A Darning Project (Woven mending)

  • Please bring your own woven fabric garment or textile for mending.
  • Yarn to use for mending. Yarn will be available for use.
  • Darning egg or mushroom, speed loom, or tennis ball, a rubber band or hair tie. Darning eggs will also be available for use.
  • Duplicate stitch/knitted mending: Bring double-pointed or regular needles in the appropriate size as well as a size or two smaller for picking up stitches and a darning needle. Circular needles in a 16” or 24” also work but aren’t ideal. Darning needles will also be available to use.

Requirements:

  • Items to be laundered first (please make sure garments are clean and mostly wrinkle-free!)
  • Woolen items with moth holes must be sealed in a bag, frozen for 1 week to kill any potential larvae

Covid-19 Protocol: Please note that each Fibershed workshop may have different covid-19 protocols based on the teacher's requests.

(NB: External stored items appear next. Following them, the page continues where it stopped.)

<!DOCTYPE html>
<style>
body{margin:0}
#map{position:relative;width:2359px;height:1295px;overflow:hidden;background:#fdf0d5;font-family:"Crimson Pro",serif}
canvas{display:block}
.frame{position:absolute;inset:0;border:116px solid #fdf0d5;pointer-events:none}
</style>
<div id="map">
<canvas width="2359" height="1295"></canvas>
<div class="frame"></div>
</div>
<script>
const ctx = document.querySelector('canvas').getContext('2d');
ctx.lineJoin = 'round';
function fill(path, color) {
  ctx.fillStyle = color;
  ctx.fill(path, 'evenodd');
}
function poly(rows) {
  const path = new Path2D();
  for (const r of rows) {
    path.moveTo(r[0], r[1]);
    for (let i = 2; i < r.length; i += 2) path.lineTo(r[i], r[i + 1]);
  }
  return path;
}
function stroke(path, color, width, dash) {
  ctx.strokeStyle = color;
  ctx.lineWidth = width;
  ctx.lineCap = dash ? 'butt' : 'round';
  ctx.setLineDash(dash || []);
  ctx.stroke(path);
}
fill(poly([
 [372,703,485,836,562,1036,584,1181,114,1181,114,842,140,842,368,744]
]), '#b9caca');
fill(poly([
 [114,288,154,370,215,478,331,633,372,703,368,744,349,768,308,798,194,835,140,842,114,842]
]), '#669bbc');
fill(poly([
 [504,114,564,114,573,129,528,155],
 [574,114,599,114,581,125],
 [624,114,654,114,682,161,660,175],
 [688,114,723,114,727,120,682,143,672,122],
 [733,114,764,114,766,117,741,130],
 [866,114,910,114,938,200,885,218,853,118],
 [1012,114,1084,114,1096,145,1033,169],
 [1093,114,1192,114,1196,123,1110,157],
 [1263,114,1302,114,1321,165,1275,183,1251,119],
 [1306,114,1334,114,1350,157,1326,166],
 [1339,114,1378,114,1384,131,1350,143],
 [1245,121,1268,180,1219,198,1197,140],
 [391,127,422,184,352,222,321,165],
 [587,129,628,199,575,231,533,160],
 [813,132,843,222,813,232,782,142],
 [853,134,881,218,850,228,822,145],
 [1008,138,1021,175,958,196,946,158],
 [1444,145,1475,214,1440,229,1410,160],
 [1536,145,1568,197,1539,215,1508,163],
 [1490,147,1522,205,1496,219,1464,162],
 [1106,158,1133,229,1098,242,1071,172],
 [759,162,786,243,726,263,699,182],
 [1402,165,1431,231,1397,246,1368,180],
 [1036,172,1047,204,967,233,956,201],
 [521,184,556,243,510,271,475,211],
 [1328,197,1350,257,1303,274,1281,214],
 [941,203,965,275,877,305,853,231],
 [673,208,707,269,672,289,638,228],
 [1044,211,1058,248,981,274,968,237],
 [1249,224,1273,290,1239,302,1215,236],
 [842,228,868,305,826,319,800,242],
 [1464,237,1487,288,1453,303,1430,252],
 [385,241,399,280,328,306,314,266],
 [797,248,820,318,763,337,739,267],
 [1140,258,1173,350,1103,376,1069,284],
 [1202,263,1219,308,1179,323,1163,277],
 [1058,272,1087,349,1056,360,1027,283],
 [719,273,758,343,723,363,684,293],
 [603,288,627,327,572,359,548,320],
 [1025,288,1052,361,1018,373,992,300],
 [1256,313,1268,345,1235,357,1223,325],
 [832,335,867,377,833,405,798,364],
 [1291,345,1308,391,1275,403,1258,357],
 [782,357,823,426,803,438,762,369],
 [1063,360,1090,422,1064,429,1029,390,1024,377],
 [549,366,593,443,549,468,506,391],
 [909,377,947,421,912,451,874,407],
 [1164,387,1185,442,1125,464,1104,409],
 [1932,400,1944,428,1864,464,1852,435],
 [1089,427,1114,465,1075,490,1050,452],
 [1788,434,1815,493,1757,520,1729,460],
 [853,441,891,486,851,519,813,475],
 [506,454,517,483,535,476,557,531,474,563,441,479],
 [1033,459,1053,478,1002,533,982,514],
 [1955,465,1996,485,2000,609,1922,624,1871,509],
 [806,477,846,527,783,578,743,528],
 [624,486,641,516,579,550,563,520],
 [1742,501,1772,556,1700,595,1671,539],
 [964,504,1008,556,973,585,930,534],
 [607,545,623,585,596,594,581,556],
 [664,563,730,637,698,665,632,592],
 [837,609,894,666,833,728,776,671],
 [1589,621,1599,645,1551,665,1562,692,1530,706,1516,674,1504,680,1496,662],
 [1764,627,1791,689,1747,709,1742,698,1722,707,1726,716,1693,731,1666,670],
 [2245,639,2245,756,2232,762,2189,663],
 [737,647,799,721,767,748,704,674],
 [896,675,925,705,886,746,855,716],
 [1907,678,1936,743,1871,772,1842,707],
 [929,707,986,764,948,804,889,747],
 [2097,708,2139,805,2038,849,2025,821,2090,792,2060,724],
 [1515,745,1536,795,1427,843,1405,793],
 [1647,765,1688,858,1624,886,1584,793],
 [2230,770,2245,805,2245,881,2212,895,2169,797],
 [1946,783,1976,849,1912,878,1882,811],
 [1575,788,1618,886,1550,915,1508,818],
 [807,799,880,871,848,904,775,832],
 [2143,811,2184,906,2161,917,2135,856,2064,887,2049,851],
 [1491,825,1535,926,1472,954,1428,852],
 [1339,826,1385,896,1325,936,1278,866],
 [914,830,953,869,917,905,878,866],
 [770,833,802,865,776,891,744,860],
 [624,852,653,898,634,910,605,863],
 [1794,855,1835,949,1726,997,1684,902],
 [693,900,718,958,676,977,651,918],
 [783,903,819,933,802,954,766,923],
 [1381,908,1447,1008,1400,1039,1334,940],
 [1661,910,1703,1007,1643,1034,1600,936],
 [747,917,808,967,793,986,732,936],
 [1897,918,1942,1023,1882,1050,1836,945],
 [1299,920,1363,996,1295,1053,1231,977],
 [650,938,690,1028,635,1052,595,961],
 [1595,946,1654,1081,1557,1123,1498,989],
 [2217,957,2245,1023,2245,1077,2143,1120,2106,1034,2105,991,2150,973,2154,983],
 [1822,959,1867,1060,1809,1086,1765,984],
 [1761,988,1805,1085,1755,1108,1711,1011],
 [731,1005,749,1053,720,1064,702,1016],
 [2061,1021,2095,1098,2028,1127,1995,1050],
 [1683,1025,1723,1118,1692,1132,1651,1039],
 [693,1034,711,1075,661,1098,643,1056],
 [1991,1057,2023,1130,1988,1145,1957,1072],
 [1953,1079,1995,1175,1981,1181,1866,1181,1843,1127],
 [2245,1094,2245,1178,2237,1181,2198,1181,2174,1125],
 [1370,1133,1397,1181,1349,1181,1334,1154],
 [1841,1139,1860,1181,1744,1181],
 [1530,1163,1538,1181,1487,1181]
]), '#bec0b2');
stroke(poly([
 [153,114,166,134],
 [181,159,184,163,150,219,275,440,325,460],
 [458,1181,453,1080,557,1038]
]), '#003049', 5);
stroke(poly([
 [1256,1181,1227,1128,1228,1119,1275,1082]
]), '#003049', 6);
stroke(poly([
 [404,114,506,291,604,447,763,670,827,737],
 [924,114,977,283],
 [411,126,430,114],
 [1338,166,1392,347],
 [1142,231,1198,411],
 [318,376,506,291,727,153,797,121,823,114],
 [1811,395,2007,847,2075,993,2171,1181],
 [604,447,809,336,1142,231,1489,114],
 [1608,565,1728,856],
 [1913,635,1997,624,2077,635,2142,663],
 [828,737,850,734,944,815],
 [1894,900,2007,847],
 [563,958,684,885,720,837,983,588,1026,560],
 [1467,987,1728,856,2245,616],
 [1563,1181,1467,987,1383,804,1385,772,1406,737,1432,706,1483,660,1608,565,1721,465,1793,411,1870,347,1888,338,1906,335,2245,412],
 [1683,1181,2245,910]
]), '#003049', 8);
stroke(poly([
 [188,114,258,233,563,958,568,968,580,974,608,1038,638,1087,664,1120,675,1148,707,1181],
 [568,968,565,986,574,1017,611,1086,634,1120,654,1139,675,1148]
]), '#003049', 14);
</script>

Due to the continued uncertainty and unpredictability of Covid, and in order to keep everyone safe, we require all participants to wear masks (double-layer fabric mask or a proper n-95) and practice 6’ social distancing. We are also offering a limited number of spots available per mending session. Although our main mending area is indoors, we also have a deck and various outdoor workspaces that can be utilized as weather permits. Proof of full vaccination plus booster is required (for our February sessions, rapid tests will be available for non-boosted individuals). Make sure you have documentation saved on your phone to show upon arrival. You will not be able to participate without it.